HEALING CHICKEN + VEGETABLE SOUP
This soup is like a hug in a bowl! I always make a batch when family or friends are under the weather or when the chill of winter starts to hit and all you feel like is a hot bowl of goodness (without spending hours in the kitchen!).
I add a dash of my Immune Tonic to boost the nutritional value of an already power-packed recipe; because IYKYK, I swear by my tonic to stay fighting fit all year round + it balances the flavours perfectly with a hint of bitter acidity!
Make a batch of this beauty and save some in the fridge for when you need it - you’ll be so glad you did!
NOTE:
You can speed this up by using 1.5 litres of chicken stock + 500ml water and 3 large chicken legs (leg + thigh attached). Add all of the other “broth” ingredients to the soup at once and cook with all of the veggies together for 45 minutes total. If using stock, skip adding the salt.
HEALING CHICKEN + VEGETABLE SOUP
(makes 3 litres, gluten + dairy free)
INGREDIENTS
Chicken Broth:
2.5 litres water
50g ginger, finely chopped or crushed
15g turmeric root, finely grated using a zester
10 peppercorns
3 garlic cloves, crushed
1 tbsp Himalayan salt
6 chicken thighs, skinless and bone-in
Soup:2 carrots, peeled and diced
2 celery stalks, diced
1 onion or 1 leek, diced
450g pumpkin (650g before removing skin and seeds), diced
140g spinach or silver beet, finely sliced
3-5 tbsp immune tonic (optional)
INSTRUCTIONS
In a large heavy-based pot (3.5–4L), combine the water, ginger, turmeric root, peppercorns, garlic, salt, and chicken thighs. Bring to a simmer, cover with a lid, and simmer for 45 minutes.
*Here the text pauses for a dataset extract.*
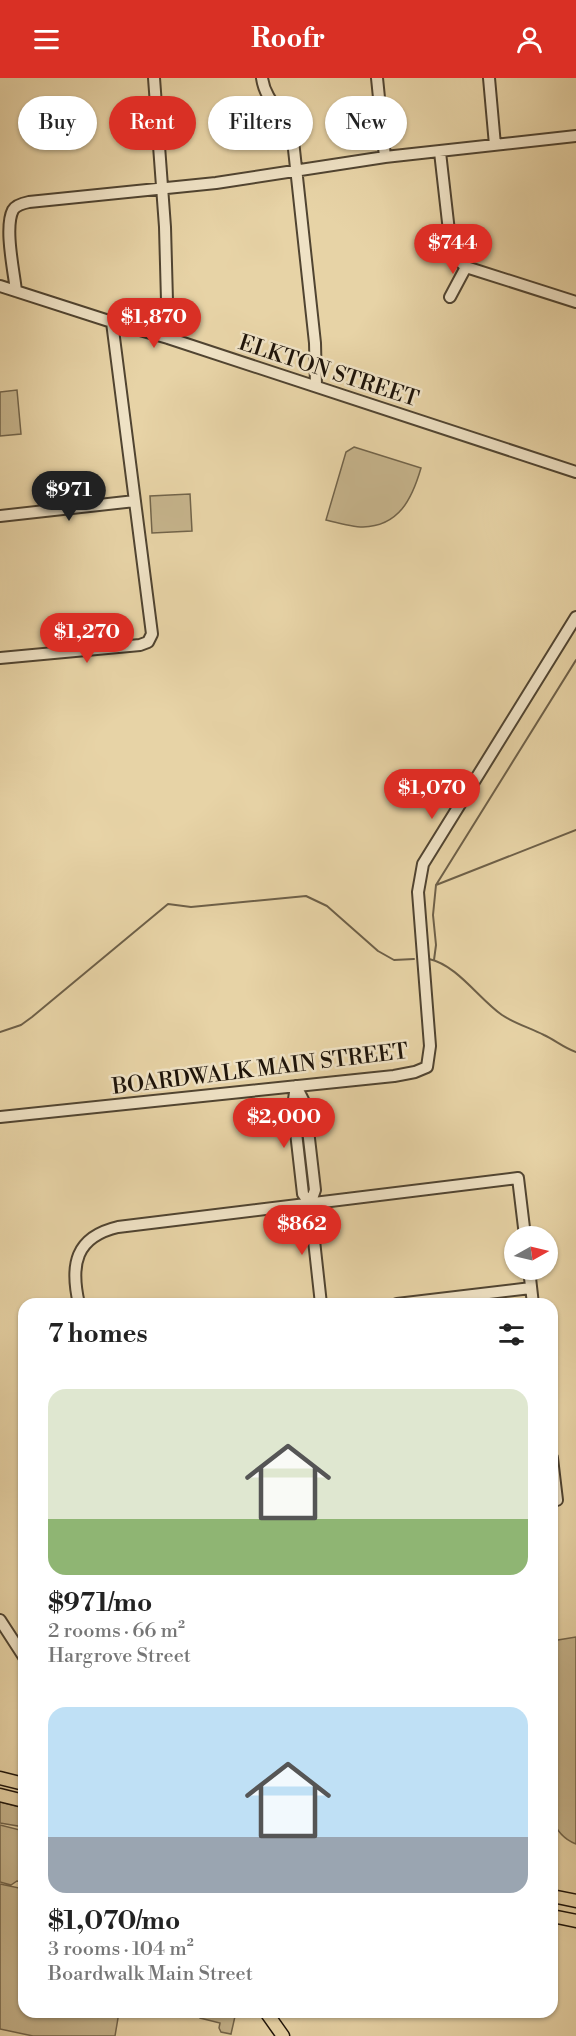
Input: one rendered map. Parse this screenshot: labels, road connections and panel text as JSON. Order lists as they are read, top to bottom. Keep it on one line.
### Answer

Remove the chicken thighs from the pot and set them aside to cool in a bowl. Strain the broth through a sieve into a large bowl. Clean the pot to remove any residue, then pour the strained broth back into the pot and bring to a simmer.
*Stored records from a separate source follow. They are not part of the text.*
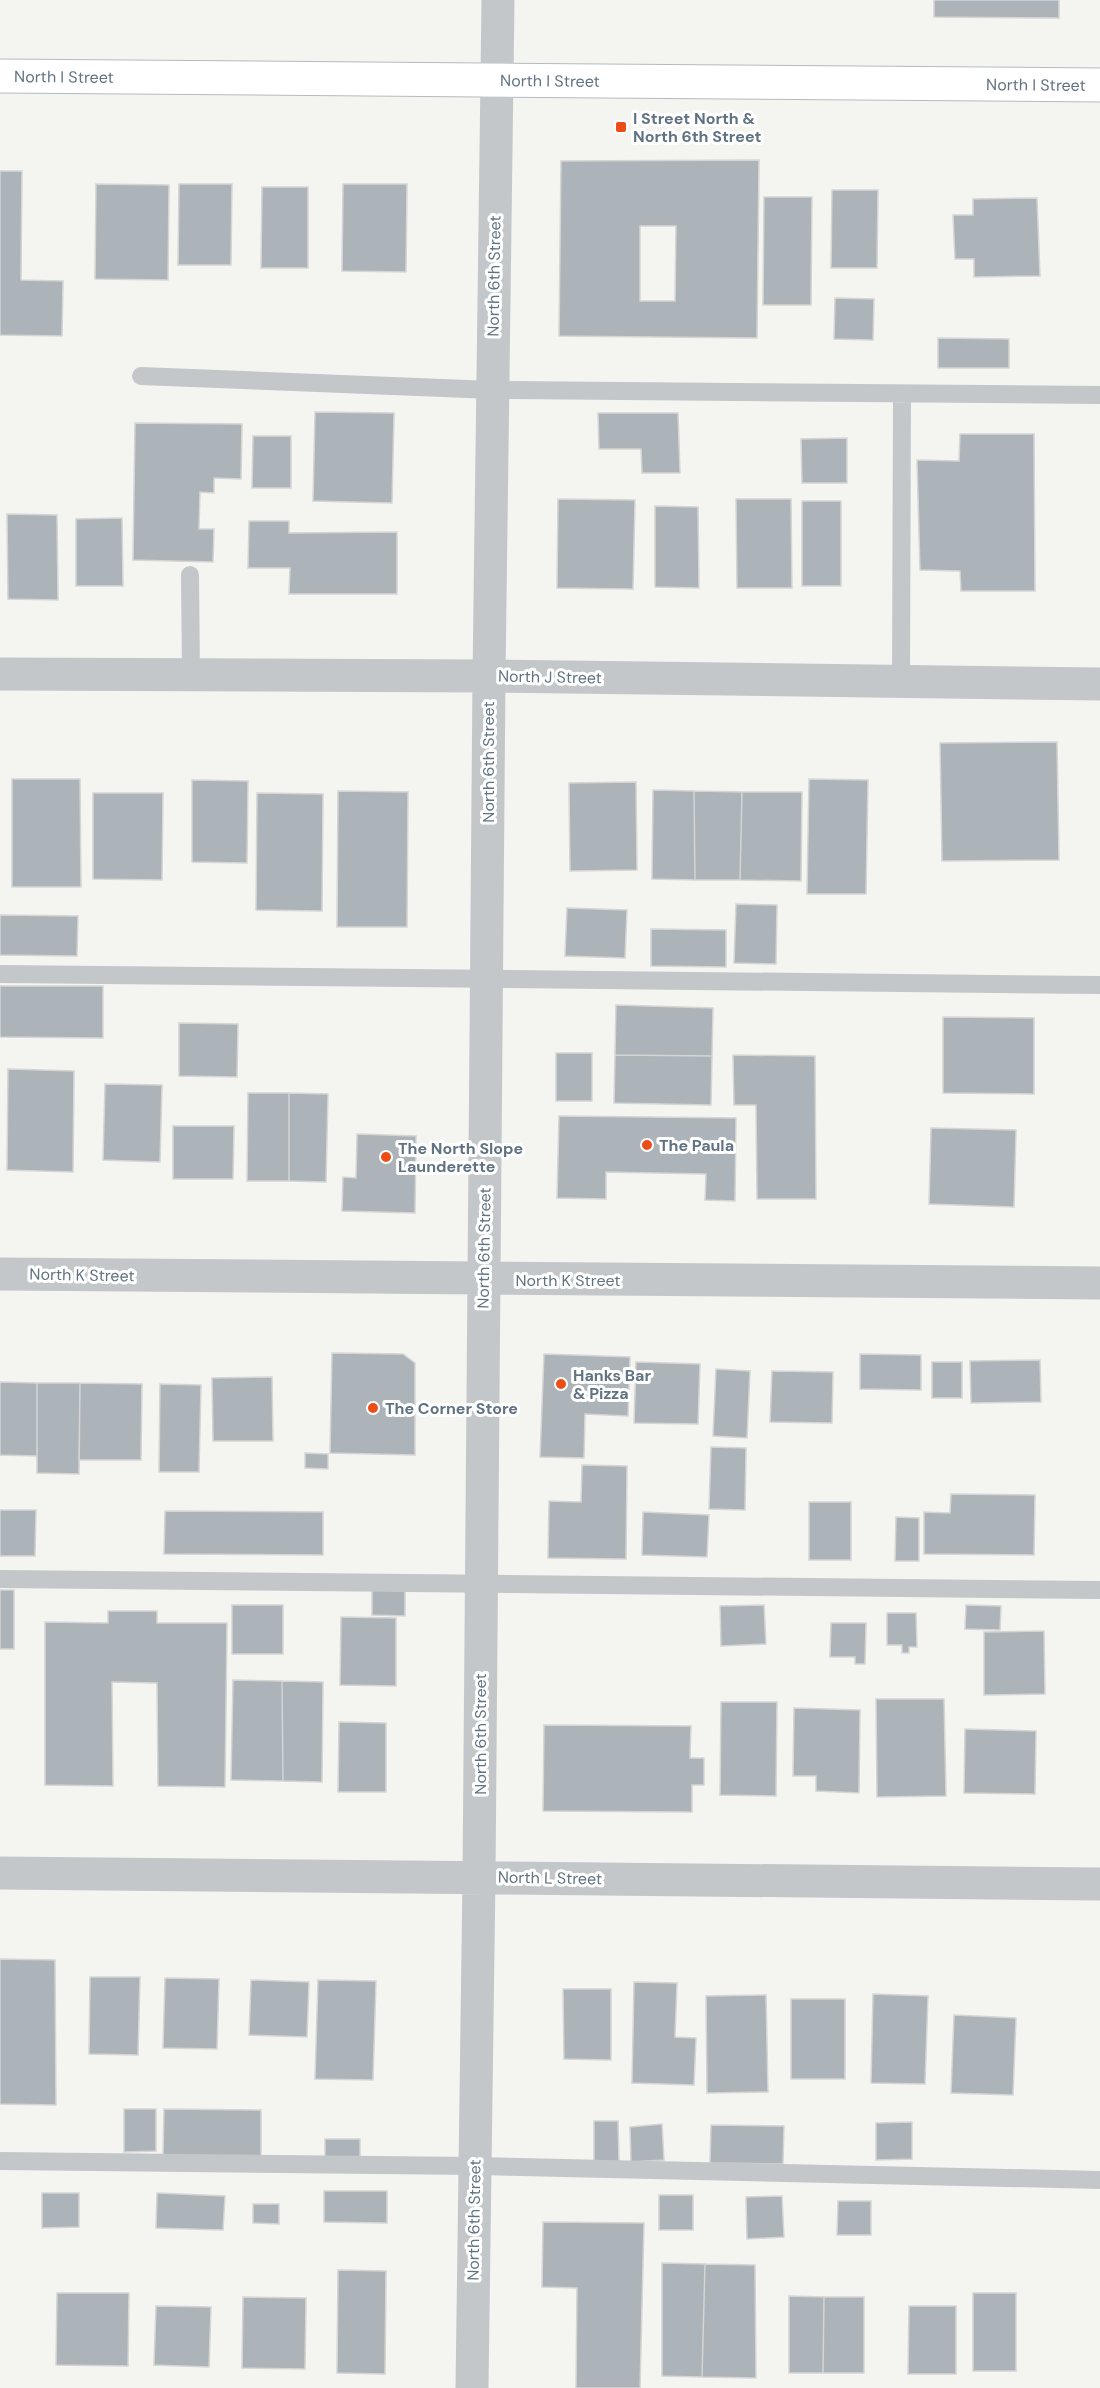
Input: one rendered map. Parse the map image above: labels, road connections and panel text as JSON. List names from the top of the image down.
{
  "streets": {
    "main road": ["North I Street"],
    "street": [
      "North 6th Street",
      "North J Street",
      "North K Street",
      "North L Street"
    ]
  },
  "crossings": [
    ["North I Street", "North 6th Street"],
    ["North 6th Street", "North J Street"],
    ["North 6th Street", "North K Street"],
    ["North 6th Street", "North L Street"]
  ],
  "places": {
    "transit": ["I Street North & North 6th Street"],
    "other": [
      "The Paula",
      "The North Slope Launderette",
      "Hanks Bar & Pizza",
      "The Corner Store"
    ]
  }
}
Add the diced carrots, celery, and onion (or leek) to the simmering broth. Cook for 10 minutes, then add the diced pumpkin and cook for another 10 minutes.
Pull the cooled chicken off the bones and add it back to the soup. Stir in the spinach, letting it wilt for about 30 seconds. Turn off the heat and, if desired, add the immune tonic for extra flavour and immune-boosting benefits.
Taste the soup and adjust the seasoning if necessary. Serve immediately or allow to cool before storing.
STORAGE
Store in the fridge for up to 4 days.
Freeze in 2-portion servings for easy meals, lasting up to 3 months in the freezer.